In this world, it's a war in 2077 with the Chinese communists which has led to the downfall of society. The player controls a character who has been raised in a fallout shelter, Vault 101, but who leaves at the age of 19 to follow his father out into the unknown radioactive world outside.

And that was the part of the game that impressed me the most, the almost endless blasted wasteland that the area around Washington has become.


For any readers who are unfamiliar with the basic first-person shooter paradigm, the action generally takes place in what is generally referred to as a dungeon-based system, derived from the venerable Dungeons and Dragons tradition. It's basically rooms - admittedly, rooms of differing sizes and dimensions, with stairs or hills or elevators or windows or walls, but essentially rooms.  You walk in HERE, and you exit THERE.  Games like Halo have expanded the landscape, but essentially one follows the path laid out by the designers.  You kill everything in the way, find the exit, and you're on to the next set of rooms, never to go back.

Fallout 3 has its share of "dungeons" in the form of caverns, subways and buildings, but they're all part of a huge area known as the Capitol Wasteland.  The Wasteland is a vast, sprawling interface between locations, marked by burned buildings, collapsed freeways, pools of toxic radioactive waste, giants scorpions, and the occasional distant thud of a boobytrap explosive being triggered.
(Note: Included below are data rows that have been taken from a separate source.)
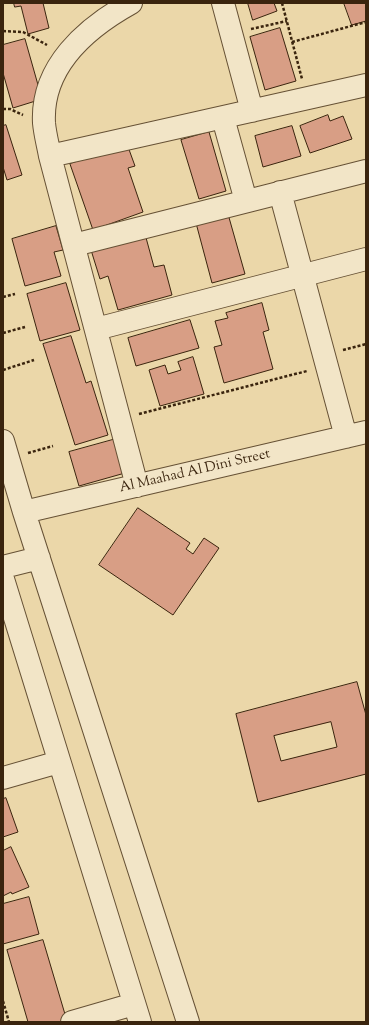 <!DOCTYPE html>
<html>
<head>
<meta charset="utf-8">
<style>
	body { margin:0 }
	#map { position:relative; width:369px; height:1025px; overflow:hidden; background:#ebd7a9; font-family:"Sorts Mill Goudy",serif }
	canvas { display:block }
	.frame { position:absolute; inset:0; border:4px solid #3a240e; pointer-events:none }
</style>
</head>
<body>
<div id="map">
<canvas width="369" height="1025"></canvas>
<div class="frame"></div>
</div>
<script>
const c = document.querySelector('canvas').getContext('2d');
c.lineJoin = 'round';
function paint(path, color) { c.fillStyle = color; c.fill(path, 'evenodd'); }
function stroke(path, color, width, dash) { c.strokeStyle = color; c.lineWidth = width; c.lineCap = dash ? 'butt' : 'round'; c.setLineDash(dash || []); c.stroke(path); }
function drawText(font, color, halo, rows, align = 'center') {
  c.font = font + ' "Sorts Mill Goudy",serif'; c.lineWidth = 3; c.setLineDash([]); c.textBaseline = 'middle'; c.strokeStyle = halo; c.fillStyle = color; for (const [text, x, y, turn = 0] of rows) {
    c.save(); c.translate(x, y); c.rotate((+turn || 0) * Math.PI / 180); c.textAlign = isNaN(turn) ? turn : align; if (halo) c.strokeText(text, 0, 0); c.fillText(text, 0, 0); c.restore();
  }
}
const building = new Path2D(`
	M 14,3 L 43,3 L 49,28 L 28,34 L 21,6 L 15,7 Z
	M 248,3 L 274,3 L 277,11 L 253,20 Z
	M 344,3 L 366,3 L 366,21 L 352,25 Z
	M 280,28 L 296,81 L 265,90 L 250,37 Z
	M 25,39 L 42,99 L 13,108 L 3,73 L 3,45 Z
	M 328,115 L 330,121 L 343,116 L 352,139 L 310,153 L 300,126 Z
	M 6,125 L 22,175 L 7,180 L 3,167 L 3,126 Z
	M 292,126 L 301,156 L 263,167 L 255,136 Z
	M 209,132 L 226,191 L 199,199 L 181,140 Z
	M 127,144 L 135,166 L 128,168 L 143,212 L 93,230 L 70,164 Z
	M 228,214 L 245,274 L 212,283 L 196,223 Z
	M 56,226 L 63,250 L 54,252 L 61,276 L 25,286 L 12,239 Z
	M 145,234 L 154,267 L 164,265 L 172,295 L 118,310 L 108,276 L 100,279 L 91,250 Z
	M 66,283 L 80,330 L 40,341 L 27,294 Z
	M 262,303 L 269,330 L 263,332 L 273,369 L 224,383 L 214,347 L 222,345 L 215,321 L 228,318 L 226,313 Z
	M 190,320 L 199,348 L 136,366 L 128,338 Z
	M 71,336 L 86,383 L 91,381 L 108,435 L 75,445 L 43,344 Z
	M 193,357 L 204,394 L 160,406 L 149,370 L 165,365 L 168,374 L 181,370 L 178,362 Z
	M 116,439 L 125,473 L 79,486 L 69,452 Z
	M 138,508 L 190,543 L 186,549 L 193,554 L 204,538 L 219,548 L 173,615 L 99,565 Z
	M 357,682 L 366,715 L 366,774 L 258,802 L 236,714 ZM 331,722 L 337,747 L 281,761 L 274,736 Z
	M 6,798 L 18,832 L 3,837 L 3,799 Z
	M 11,847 L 29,887 L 12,894 L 11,892 L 3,896 L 3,851 Z
	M 29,897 L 39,934 L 3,944 L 3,904 Z
	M 43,940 L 67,1021 L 65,1022 L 28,1022 L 7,950 Z`);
const path = new Path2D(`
	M 282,3 L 302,79
	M 251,29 L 287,21
	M 3,31 L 23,32 L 47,45
	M 292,42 L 366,22
	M 3,109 L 10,109 L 23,115
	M 3,257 L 4,257
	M 3,297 L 15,294
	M 3,333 L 25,327
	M 343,350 L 366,344
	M 3,370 L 34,360
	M 139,414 L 307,371
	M 28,453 L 53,446
	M 3,1001 L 9,1022`);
const minor = new Path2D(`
	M 131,3 C 86,28 41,67 44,123 C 45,134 48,145 50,156 L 137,486
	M 223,3 L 252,111
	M 223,118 L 246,201
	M 50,156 L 366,85
	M 280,192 L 346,437
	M 74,245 L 366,171
	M 96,329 L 366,259
	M 3,441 L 24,512 L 188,1022
	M 24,512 L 366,432
	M 3,567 L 39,558
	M 3,579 L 140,1022
	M 3,778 L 59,762
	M 72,1022 L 134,1004`);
const streetNames = [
	["Al Maahad Al Dini Street",195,472,-13]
];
paint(building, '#d89e85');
stroke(building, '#3a240e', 1);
stroke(minor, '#665135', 24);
stroke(path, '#3a240e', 2.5, [3, 2]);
stroke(minor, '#f2e5c7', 22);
drawText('14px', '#3a240e', '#f2e5c7', streetNames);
</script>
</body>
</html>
The scenery is marvelous.  The game takes place over time, and so the player sees the Wasteland at all times of the day, from dawn to midnight, and the lighting effects match all of these time perfectly.  If you come over the crest of a hill, the sun will get in your eyes and blind you, and the night time landscape is a flat mix of bluish grey that effectively conceals all sorts of dangers.  Dustdevils swirl over the shattered pavement, and the wind stirs the dried grass as you walk through it.  Streets and buildings are littered with the detritus of the American Way of Life:  lawnmowers, cups, empty bottles, and a thousand and one other items to be salvaged and sold for the currency of choice - bottle caps.

It's not an endless landscape, one does eventually discover the borders, and a critical eye will spot that there is a library of stock elements that sometimes repeat - note the identical mirror-image trees to the left in the picture above.  But even with its limitations, the Wasteland is an astonishing creation in terms of size, variation, and unpredictability.  Roving bands of mutants or raiders can appear at any time, and it's never possible to return to a location without the possibility that the enemies that were disposed of during your last visit have been replaced by new and different challenges.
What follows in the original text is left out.